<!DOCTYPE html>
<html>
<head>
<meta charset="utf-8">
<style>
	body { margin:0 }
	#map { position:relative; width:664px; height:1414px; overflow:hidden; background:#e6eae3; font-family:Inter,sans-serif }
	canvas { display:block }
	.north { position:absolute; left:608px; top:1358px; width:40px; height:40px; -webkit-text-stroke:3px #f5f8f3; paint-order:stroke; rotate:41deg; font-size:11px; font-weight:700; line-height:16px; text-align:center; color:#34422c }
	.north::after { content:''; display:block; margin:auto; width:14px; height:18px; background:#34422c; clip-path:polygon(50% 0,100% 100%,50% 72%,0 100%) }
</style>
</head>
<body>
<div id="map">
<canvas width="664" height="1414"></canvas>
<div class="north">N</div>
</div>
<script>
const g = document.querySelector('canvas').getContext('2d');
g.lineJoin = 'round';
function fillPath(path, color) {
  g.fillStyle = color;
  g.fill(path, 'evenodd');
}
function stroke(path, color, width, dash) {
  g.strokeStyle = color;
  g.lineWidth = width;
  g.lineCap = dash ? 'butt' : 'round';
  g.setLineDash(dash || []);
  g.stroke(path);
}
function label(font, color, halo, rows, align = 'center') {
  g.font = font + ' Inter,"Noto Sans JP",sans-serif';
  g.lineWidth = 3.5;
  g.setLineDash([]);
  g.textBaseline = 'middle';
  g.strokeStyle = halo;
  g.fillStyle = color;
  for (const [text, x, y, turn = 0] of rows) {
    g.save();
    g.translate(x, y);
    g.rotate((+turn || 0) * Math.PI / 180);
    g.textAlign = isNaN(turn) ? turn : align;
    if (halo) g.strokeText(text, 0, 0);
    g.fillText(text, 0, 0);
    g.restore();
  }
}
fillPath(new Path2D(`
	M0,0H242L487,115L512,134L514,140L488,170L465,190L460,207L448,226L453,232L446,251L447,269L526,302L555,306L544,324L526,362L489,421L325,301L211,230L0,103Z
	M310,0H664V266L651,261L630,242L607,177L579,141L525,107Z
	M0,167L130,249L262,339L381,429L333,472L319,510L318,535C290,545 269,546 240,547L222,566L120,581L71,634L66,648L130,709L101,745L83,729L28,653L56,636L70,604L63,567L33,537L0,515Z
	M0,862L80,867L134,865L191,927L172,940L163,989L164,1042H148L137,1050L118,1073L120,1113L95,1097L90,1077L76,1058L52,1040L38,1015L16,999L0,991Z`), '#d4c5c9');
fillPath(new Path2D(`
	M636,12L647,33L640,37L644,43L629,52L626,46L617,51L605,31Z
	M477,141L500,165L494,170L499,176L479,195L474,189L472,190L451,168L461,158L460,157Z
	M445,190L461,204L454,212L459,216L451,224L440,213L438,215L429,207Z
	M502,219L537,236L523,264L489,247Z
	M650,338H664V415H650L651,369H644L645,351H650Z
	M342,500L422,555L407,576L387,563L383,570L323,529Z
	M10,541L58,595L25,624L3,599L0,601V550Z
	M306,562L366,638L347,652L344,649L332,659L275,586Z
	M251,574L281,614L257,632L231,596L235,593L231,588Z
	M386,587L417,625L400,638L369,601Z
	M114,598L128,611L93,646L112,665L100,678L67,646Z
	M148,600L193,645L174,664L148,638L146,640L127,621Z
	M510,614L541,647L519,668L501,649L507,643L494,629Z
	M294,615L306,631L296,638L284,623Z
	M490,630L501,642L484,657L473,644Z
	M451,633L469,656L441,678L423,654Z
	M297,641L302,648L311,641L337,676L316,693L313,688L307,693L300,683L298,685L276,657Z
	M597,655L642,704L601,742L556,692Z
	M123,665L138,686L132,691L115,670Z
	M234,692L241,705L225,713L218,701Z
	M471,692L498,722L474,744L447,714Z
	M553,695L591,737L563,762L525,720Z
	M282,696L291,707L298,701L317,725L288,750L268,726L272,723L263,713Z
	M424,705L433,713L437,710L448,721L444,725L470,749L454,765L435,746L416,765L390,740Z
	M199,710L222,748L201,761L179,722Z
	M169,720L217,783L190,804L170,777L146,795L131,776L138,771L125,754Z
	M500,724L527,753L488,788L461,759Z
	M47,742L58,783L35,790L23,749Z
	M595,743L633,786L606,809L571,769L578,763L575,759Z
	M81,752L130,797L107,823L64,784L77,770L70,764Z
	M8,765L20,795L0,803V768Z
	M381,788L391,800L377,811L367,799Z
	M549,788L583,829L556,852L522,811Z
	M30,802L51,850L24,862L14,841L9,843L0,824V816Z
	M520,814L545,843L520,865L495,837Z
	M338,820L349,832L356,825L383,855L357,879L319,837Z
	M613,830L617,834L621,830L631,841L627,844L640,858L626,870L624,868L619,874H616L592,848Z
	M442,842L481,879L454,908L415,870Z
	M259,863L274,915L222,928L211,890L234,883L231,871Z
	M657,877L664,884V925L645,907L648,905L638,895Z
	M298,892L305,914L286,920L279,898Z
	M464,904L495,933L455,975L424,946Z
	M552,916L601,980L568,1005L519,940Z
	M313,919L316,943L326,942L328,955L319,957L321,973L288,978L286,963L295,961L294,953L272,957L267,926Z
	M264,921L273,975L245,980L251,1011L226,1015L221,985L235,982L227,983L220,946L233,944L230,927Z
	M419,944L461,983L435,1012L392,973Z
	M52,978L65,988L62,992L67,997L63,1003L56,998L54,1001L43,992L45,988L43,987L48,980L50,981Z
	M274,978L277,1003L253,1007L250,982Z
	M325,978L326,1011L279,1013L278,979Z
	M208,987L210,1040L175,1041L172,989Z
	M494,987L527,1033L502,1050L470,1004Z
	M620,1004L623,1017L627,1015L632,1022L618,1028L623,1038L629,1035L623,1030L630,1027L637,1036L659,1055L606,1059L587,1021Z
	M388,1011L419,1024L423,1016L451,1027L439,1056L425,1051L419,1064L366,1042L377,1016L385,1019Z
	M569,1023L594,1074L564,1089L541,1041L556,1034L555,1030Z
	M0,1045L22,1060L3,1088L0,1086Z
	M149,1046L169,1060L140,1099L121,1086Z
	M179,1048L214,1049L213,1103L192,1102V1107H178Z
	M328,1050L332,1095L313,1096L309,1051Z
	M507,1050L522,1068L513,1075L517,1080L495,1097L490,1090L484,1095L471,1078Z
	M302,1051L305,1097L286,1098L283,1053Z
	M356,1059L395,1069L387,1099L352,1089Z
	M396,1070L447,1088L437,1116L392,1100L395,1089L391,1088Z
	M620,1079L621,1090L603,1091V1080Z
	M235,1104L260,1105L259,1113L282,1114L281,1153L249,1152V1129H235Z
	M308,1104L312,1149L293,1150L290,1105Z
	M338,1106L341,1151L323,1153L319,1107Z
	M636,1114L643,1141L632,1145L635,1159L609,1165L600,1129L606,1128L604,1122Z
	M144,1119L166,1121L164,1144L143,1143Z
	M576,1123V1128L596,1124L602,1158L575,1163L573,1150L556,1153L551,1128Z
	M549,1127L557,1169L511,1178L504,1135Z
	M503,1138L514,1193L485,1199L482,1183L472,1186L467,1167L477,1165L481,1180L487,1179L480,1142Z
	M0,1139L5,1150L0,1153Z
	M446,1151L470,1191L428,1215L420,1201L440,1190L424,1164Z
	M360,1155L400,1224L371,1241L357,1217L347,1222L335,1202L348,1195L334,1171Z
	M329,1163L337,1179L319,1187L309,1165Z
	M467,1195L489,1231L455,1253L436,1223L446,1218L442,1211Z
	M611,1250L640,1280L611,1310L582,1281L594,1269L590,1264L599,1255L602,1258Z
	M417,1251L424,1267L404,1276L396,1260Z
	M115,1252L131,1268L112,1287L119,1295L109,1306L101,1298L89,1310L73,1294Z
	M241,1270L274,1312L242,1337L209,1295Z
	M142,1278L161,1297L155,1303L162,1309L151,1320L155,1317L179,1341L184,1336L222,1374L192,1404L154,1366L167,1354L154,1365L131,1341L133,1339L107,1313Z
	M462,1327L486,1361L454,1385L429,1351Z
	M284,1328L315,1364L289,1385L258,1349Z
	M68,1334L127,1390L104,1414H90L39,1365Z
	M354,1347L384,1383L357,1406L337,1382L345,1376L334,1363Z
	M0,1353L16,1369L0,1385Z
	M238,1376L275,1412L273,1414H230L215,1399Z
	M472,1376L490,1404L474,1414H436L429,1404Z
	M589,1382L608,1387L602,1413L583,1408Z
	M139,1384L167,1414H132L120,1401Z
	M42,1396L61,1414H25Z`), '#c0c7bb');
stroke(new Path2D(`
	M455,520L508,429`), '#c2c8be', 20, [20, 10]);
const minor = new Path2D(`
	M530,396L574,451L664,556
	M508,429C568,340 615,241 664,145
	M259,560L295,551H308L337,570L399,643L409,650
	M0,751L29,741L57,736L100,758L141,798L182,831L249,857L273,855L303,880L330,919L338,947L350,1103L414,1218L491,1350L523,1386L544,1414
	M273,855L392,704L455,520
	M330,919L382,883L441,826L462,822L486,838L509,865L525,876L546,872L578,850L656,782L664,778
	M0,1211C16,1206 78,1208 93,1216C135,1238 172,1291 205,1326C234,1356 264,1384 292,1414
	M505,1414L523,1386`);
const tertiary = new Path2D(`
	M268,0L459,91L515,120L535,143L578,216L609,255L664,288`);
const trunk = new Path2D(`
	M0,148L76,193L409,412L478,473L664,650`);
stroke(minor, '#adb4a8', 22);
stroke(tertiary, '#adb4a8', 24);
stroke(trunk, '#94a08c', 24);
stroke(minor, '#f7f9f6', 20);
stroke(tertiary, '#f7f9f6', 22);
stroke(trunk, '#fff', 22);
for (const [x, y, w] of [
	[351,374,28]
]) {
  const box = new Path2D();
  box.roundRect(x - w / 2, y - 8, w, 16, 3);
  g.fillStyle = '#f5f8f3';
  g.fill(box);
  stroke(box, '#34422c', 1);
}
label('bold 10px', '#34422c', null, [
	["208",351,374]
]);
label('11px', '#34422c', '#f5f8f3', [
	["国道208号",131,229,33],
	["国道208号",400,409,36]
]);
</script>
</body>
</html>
#####
TASK GOAL → Could you set down exactly the lines from the one containing "M0,1211C16,1206 78,1208 93,1216C135,1238" through the last line of the records above, both included?

RESULT FOR THIS TASK →
	M0,1211C16,1206 78,1208 93,1216C135,1238 172,1291 205,1326C234,1356 264,1384 292,1414
	M505,1414L523,1386`);
const tertiary = new Path2D(`
	M268,0L459,91L515,120L535,143L578,216L609,255L664,288`);
const trunk = new Path2D(`
	M0,148L76,193L409,412L478,473L664,650`);
stroke(minor, '#adb4a8', 22);
stroke(tertiary, '#adb4a8', 24);
stroke(trunk, '#94a08c', 24);
stroke(minor, '#f7f9f6', 20);
stroke(tertiary, '#f7f9f6', 22);
stroke(trunk, '#fff', 22);
for (const [x, y, w] of [
	[351,374,28]
]) {
  const box = new Path2D();
  box.roundRect(x - w / 2, y - 8, w, 16, 3);
  g.fillStyle = '#f5f8f3';
  g.fill(box);
  stroke(box, '#34422c', 1);
}
label('bold 10px', '#34422c', null, [
	["208",351,374]
]);
label('11px', '#34422c', '#f5f8f3', [
	["国道208号",131,229,33],
	["国道208号",400,409,36]
]);
</script>
</body>
</html>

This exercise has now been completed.